Die Olympischen Spiele 2024 in Paris dienten als Testlauf für neue biometrische Technologien. Frankreich erlaubte erstmals offiziell den Einsatz KI-gestützter Videoüberwachung in Metro-Stationen sowie Körperscanner an Stadioneingängen, um verdächtiges Verhalten oder Gefahren wie unbeaufsichtigtes Gepäck zu erkennen. Gesichtserkennung wurde dabei bewusst ausgeschlossen, dennoch bleibt die Nutzung solcher Technologien umstritten. Die Testphase läuft offiziell bis März 2025.

Ab dem 2. Februar 2025 haben EU-Mitgliedstaaten laut dem KI-Gesetz nun offiziell die Möglichkeit, KI-gestützte Technologien für die Überwachung in öffentlichen Räumen einzusetzen (siehe auch die Info-Box weiter unten).

Fazit

Mit seinen Maßnahmen zeigt Frankreich eine klare Tendenz zur verstärkten Nutzung biometrischer Daten für Sicherheit und Verwaltung, was jedoch erhebliche Bedenken hinsichtlich Datenschutz und Privatsphäre aufwirft. Während Befürworter auf die Effizienz und Sicherheit solcher Systeme hinweisen, kritisieren Gegner den potenziellen Missbrauch und die Gefahr eines Überwachungsstaates.

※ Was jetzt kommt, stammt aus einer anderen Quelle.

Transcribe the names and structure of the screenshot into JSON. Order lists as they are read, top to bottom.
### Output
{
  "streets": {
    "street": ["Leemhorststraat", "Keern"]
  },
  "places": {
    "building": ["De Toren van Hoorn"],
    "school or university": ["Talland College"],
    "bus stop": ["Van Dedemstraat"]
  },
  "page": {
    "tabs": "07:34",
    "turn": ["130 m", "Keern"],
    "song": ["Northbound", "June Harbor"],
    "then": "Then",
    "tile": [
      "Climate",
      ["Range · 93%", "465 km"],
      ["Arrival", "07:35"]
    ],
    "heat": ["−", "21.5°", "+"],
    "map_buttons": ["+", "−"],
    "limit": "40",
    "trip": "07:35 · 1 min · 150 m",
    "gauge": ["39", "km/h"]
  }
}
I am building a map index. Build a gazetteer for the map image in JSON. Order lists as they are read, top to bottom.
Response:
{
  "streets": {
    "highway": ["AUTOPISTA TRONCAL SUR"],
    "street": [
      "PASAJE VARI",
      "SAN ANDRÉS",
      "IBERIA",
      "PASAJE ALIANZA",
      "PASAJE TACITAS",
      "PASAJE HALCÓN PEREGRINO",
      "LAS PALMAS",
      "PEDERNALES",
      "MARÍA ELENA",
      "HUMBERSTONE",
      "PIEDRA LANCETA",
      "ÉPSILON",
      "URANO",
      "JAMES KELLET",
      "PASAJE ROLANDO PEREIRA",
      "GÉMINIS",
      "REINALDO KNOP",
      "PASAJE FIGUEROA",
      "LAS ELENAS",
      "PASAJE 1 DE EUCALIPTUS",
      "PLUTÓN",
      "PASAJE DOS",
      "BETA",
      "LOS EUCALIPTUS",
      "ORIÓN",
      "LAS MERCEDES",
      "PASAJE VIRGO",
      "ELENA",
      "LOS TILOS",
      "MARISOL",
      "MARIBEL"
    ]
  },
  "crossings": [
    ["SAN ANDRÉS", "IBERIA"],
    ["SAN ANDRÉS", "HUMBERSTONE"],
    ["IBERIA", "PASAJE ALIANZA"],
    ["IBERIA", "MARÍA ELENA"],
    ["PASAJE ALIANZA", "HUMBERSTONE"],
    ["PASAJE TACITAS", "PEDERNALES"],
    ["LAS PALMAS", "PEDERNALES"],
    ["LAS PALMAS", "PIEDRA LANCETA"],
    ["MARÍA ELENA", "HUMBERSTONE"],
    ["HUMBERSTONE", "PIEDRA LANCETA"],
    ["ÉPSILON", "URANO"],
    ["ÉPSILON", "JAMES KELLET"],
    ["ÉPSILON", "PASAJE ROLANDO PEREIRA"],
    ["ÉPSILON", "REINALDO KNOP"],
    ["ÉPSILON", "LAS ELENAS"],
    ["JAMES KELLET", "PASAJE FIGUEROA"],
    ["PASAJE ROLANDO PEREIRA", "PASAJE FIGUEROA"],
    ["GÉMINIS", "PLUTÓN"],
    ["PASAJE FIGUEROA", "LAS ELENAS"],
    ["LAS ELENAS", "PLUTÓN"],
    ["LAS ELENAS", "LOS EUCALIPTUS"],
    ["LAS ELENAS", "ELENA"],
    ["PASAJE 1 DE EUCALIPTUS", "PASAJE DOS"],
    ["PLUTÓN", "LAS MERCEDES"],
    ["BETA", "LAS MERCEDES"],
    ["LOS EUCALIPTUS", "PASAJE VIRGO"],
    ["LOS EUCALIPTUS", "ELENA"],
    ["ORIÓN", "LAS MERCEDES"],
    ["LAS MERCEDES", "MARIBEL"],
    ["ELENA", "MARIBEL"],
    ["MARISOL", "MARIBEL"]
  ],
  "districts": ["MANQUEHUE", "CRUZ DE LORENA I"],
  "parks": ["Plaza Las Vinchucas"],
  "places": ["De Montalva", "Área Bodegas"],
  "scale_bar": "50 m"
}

Überwachung nach dem KI-Gesetz der EU
Das KI-Gesetz der EU, auch als AI Act bekannt, wurde als weltweit erster umfassender Rechtsrahmen für KI im Jahr 2024 verabschiedet. Es zielt darauf ab, die Risiken von KI-Anwendungen zu adressieren und gleichzeitig Innovationen zu fördern.

Bezüglich der Überwachung in öffentlichen Räumen sieht das Gesetz strenge Regelungen vor:

  • Massenüberwachung und massenhafte Gesichtserkennung im öffentlichen Raum sind grundsätzlich verboten.
  • Biometrische Fernidentifizierungssysteme dürfen von Strafverfolgungsbehörden nur in eng definierten Ausnahmefällen eingesetzt werden, z.B. zur Suche nach vermissten Personen oder zur Verhinderung von Terroranschlägen.
  • KI-Systeme zur nachträglichen Fernidentifizierung gelten als hochriskant und benötigen eine gerichtliche Genehmigung.
  • Emotionserkennungssysteme am Arbeitsplatz und in Schulen sind verboten.
  • Vorausschauende Polizeiarbeit, die ausschließlich auf Profilerstellung oder Merkmalen einer Person basiert, ist nicht erlaubt.

Das Gesetz verfolgt einen risikobasierten Ansatz: Je höher das Risiko einer KI-Anwendung, desto strenger sind die Vorgaben. Für Hochrisiko-KI-Systeme, wie sie in kritischer Infrastruktur oder im Bildungs- und Gesundheitswesen zum Einsatz kommen, gelten besondere Anforderungen an Transparenz, menschliche Aufsicht und Risikominimierung.

Trotz dieser Einschränkungen gibt es Bestrebungen, KI-gestützte Videoüberwachung in bestimmten Bereichen einzusetzen. In Hamburg und Mannheim werden beispielsweise Pilotprojekte zur “intelligenten Videoüberwachung” durchgeführt, um die Straßenkriminalität zu reduzieren.

Diese Systeme sollen atypische Bewegungsmuster erkennen und die Polizei alarmieren. Es bleibt abzuwarten, wie sich diese Entwicklungen mit dem neuen KI-Gesetz vereinbaren lassen und welche Auswirkungen dies auf die öffentliche Sicherheit und den Datenschutz haben wird.